> _TASK REQUIREMENTS_:
Your answer should consist of every line in the records that holds "middle".

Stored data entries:

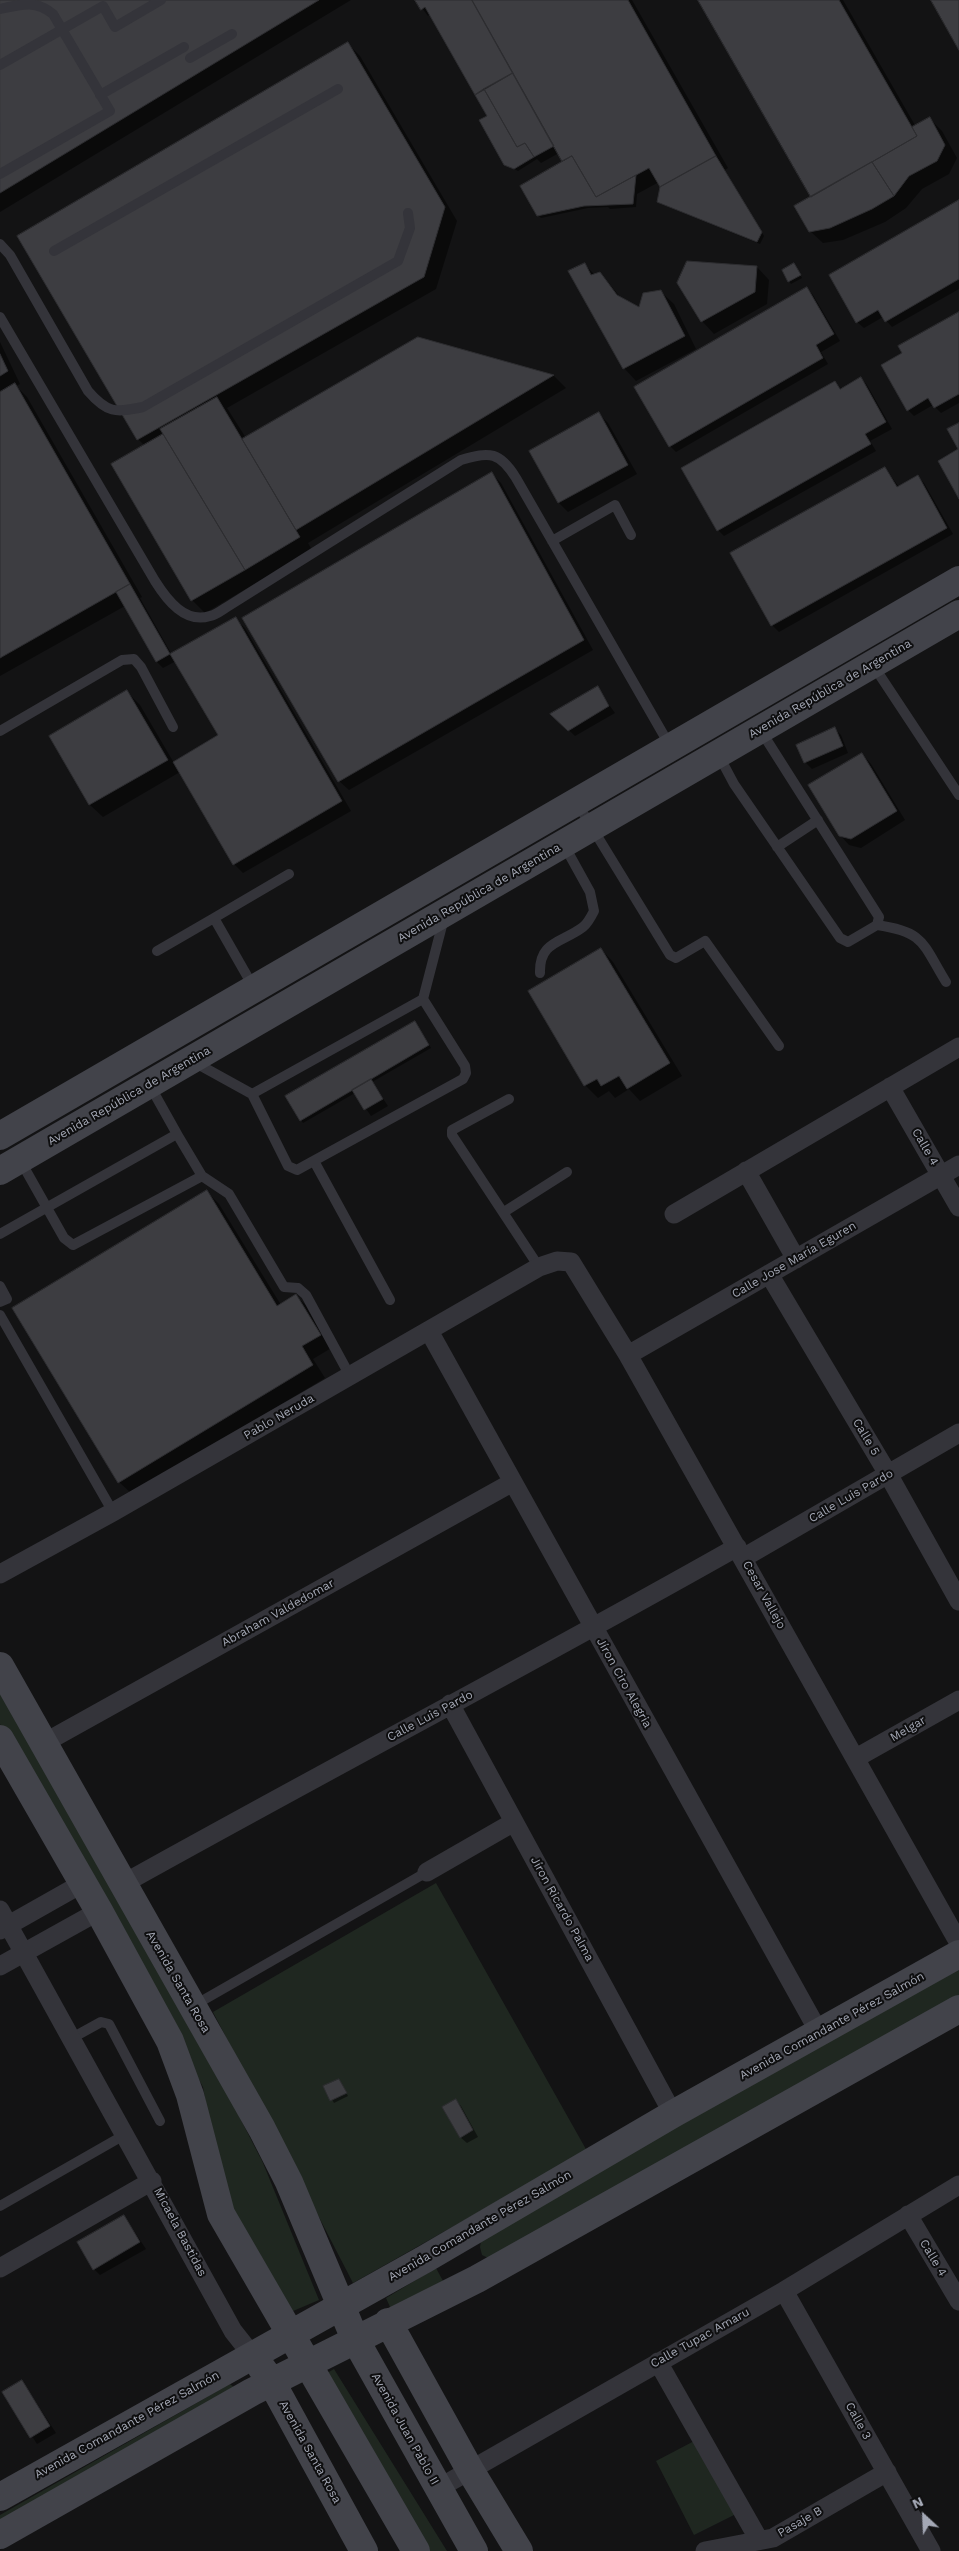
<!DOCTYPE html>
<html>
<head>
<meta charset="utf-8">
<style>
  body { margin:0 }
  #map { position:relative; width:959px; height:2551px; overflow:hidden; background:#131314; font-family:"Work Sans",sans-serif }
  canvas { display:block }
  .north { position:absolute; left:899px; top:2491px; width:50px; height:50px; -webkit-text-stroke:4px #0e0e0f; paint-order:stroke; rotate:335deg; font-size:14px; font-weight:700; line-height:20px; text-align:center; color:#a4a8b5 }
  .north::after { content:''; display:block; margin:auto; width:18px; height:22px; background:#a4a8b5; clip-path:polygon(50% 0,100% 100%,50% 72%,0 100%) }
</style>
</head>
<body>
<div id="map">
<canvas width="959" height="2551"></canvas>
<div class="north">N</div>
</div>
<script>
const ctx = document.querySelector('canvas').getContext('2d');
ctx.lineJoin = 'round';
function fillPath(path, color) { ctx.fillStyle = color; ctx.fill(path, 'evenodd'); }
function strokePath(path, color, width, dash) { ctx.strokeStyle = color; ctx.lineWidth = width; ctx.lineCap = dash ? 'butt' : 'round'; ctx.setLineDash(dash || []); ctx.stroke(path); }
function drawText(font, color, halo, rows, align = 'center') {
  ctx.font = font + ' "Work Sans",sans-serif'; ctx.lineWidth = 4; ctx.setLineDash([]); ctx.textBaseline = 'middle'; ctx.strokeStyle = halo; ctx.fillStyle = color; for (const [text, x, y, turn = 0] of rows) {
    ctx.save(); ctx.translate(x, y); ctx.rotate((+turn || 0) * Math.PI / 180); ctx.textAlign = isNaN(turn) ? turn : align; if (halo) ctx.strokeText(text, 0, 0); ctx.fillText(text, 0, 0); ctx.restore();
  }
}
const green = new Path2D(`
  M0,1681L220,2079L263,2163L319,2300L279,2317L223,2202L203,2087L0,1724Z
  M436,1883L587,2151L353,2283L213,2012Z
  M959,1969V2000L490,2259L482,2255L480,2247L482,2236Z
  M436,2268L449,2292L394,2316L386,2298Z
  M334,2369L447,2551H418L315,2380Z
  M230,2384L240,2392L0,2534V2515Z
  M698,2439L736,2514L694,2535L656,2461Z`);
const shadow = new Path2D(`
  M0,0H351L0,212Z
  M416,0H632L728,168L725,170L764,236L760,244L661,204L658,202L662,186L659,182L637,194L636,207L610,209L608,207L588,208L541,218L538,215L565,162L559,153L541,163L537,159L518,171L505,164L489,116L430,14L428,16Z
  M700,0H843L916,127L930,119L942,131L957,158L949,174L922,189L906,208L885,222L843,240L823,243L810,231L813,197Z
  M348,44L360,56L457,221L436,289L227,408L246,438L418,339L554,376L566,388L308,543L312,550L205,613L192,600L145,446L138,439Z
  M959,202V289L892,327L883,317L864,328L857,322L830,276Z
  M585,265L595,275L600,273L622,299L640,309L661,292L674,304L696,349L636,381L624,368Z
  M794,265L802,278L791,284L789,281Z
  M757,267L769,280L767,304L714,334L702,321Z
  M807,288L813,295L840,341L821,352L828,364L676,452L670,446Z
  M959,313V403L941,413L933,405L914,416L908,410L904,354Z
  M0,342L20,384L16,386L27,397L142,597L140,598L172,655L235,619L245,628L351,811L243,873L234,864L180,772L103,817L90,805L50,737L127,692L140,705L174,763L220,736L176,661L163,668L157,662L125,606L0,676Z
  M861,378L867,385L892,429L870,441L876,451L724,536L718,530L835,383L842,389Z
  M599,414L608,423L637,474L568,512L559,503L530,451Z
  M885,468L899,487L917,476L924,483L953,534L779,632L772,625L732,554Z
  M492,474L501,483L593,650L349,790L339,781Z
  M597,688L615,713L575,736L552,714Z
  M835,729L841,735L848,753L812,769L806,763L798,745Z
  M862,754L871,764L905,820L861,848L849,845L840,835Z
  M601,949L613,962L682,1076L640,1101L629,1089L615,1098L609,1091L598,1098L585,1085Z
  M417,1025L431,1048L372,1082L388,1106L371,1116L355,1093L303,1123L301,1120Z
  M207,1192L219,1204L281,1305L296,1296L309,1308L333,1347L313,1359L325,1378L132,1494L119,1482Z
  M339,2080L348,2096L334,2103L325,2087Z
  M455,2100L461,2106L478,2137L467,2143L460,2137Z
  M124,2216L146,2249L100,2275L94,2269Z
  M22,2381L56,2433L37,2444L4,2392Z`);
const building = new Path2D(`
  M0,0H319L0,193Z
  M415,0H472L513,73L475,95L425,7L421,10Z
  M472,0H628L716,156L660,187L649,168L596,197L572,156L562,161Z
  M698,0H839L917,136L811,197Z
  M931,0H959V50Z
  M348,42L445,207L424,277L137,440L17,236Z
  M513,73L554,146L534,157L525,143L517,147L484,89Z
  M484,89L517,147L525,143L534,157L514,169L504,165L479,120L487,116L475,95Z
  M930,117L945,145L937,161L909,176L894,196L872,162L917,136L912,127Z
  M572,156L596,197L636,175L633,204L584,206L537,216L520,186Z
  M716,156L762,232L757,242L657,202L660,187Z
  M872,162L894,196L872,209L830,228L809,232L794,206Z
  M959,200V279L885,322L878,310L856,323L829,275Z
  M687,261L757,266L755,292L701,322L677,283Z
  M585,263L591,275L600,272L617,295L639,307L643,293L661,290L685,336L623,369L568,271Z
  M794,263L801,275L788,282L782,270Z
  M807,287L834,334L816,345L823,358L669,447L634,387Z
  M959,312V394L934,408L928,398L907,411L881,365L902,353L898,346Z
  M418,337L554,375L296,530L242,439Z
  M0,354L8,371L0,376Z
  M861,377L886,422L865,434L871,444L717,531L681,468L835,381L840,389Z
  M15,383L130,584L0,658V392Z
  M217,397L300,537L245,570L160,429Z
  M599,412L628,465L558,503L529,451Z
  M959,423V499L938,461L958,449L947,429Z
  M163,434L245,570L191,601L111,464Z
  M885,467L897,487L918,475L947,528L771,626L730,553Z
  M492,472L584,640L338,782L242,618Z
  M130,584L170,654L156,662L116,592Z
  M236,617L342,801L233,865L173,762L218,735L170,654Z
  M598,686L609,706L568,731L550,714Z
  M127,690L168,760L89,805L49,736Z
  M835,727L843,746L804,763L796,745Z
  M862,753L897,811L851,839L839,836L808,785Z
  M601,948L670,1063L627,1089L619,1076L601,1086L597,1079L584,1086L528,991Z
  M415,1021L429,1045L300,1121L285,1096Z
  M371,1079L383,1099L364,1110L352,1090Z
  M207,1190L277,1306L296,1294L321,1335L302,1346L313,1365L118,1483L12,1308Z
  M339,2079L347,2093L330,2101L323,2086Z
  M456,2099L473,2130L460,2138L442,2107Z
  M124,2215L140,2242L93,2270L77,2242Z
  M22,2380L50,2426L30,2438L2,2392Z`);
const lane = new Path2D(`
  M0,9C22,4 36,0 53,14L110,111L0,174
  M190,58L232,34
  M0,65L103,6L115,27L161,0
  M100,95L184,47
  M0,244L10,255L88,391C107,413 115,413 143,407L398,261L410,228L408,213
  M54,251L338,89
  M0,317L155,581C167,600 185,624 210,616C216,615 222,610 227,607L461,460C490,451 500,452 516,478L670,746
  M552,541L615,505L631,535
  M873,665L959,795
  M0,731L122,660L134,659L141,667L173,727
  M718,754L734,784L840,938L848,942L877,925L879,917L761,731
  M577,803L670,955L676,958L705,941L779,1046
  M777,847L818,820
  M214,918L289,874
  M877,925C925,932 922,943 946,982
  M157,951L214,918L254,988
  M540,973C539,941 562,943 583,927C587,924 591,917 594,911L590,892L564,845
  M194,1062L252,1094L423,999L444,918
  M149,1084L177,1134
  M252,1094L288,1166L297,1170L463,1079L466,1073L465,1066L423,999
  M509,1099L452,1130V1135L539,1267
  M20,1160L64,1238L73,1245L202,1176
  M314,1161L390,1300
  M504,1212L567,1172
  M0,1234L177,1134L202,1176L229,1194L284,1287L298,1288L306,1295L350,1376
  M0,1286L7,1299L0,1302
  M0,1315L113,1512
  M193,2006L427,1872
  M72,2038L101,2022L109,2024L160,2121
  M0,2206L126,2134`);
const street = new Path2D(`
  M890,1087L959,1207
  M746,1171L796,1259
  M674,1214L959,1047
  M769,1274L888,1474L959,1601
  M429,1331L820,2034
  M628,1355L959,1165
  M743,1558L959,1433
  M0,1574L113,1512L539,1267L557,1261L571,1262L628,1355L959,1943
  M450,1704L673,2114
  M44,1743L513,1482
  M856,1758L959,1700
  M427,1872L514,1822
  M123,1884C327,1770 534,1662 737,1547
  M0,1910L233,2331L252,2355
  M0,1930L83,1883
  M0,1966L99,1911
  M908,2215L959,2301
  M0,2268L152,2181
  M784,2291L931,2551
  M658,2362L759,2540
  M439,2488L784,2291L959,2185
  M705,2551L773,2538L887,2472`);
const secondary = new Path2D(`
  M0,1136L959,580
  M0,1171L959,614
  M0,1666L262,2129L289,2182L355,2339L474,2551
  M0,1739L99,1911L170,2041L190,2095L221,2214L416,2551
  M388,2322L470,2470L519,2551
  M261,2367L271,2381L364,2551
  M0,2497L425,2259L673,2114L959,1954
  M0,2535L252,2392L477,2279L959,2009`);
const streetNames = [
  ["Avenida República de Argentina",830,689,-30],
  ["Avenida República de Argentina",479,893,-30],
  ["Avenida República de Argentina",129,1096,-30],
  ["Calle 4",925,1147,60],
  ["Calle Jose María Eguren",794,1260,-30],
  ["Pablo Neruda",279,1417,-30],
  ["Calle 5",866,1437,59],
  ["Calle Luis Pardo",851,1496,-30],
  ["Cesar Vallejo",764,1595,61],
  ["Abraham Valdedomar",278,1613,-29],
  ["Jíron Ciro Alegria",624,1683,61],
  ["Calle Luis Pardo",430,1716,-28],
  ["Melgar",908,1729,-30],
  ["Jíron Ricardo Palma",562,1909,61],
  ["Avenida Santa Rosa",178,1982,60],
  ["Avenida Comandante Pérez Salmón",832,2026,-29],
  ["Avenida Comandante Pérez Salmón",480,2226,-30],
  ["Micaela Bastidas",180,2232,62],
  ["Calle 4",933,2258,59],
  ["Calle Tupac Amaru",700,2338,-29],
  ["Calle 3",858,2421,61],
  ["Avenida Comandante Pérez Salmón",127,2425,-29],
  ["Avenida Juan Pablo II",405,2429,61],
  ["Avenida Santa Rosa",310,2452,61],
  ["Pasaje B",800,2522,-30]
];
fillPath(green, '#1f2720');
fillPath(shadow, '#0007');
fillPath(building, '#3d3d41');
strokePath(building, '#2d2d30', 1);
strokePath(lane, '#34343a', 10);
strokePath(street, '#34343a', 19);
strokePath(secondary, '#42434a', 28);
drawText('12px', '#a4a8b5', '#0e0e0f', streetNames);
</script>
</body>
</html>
...
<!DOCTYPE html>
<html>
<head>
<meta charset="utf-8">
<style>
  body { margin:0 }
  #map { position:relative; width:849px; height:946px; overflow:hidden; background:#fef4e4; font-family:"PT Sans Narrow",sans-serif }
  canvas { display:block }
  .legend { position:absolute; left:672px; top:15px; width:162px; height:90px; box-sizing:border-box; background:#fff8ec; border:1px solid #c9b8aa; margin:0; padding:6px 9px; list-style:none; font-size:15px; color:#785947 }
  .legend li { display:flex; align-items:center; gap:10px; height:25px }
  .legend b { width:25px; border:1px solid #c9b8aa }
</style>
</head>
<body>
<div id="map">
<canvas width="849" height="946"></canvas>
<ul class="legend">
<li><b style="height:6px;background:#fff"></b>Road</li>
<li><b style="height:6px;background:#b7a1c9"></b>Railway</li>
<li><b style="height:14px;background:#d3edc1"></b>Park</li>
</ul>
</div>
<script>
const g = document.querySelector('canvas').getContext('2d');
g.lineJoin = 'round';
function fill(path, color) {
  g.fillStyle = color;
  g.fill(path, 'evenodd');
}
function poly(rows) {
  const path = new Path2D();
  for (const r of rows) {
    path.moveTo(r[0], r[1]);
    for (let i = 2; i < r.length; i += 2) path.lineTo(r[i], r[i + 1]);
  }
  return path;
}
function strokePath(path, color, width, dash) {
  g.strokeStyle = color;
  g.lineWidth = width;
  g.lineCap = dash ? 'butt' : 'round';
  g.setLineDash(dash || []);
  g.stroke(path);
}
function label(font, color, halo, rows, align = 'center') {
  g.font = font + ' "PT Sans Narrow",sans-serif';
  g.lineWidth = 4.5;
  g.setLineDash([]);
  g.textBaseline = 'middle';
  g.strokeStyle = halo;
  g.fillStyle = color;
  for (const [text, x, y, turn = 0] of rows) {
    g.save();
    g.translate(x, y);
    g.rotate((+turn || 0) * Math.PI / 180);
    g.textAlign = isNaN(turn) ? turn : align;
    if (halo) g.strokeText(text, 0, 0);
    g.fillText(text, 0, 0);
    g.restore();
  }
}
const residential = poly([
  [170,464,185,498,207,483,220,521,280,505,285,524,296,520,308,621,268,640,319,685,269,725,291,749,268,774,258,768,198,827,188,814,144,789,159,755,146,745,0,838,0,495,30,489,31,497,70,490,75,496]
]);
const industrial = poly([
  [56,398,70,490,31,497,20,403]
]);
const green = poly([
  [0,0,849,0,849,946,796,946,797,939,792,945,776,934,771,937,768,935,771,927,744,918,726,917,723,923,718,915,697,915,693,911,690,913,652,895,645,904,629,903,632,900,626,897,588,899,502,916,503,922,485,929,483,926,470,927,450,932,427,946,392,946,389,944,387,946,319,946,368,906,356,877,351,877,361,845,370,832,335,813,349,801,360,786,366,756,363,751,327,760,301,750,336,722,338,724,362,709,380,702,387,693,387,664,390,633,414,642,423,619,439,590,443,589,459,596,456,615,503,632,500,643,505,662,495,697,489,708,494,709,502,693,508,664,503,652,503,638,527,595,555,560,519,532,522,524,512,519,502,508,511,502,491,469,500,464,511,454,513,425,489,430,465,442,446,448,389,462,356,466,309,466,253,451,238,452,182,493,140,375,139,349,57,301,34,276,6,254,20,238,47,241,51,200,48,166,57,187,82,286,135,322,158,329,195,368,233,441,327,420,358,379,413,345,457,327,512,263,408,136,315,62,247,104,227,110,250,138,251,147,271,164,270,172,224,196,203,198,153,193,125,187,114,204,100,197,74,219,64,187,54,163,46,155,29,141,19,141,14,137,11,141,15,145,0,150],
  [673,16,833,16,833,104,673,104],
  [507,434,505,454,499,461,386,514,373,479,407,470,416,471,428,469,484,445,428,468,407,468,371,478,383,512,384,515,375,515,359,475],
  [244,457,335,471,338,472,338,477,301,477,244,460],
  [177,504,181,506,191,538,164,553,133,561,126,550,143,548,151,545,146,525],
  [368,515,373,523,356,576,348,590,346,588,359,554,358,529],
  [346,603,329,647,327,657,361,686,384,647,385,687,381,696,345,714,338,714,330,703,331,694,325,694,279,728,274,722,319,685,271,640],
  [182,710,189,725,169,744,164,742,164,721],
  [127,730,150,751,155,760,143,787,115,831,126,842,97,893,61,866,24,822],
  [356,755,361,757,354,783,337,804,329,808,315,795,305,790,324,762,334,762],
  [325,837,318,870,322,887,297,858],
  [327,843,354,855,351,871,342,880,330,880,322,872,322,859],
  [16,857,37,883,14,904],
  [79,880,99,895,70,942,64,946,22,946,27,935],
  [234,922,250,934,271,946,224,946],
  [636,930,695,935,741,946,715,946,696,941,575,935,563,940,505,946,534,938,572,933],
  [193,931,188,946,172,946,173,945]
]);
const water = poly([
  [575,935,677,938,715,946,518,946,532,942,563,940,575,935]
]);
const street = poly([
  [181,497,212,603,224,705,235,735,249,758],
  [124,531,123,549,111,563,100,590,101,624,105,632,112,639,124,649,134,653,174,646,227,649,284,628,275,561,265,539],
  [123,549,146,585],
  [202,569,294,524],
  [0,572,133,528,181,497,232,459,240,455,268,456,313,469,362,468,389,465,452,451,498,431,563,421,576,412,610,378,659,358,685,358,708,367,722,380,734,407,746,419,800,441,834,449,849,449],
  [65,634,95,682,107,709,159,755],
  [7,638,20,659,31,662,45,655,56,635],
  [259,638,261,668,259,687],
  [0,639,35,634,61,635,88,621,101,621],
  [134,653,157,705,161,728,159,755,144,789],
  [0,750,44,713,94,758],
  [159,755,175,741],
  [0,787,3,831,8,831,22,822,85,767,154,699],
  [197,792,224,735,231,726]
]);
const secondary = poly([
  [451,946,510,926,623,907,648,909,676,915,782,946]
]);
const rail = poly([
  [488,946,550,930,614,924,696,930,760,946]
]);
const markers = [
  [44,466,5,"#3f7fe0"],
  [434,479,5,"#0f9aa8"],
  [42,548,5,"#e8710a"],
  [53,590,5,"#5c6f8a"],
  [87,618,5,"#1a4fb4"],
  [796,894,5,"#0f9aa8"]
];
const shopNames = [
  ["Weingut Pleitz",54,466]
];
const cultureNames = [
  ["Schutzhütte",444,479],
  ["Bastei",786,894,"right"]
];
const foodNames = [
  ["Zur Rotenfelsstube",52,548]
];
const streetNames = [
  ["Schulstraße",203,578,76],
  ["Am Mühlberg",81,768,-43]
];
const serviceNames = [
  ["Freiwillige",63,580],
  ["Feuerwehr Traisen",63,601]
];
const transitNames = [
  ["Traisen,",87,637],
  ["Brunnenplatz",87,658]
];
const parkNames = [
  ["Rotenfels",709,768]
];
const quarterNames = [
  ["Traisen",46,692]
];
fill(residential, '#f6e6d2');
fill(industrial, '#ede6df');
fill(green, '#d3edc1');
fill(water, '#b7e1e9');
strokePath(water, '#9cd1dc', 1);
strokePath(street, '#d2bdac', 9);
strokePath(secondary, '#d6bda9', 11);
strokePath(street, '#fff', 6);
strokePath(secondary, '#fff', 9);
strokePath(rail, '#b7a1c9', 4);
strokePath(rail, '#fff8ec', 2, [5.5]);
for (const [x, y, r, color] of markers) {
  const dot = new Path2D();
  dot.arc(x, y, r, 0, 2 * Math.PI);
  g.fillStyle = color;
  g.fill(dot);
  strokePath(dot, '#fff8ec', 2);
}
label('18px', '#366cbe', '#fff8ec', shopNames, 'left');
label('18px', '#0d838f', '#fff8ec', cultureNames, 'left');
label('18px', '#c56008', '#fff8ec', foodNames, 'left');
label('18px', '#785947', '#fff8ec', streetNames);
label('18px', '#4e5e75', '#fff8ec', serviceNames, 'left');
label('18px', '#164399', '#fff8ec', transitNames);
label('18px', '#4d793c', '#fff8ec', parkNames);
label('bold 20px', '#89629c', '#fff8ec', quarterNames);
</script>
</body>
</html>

> _REPLY TO THE EXERCISE_:
  ctx.font = font + ' "Work Sans",sans-serif'; ctx.lineWidth = 4; ctx.setLineDash([]); ctx.textBaseline = 'middle'; ctx.strokeStyle = halo; ctx.fillStyle = color; for (const [text, x, y, turn = 0] of rows) {
  g.textBaseline = 'middle';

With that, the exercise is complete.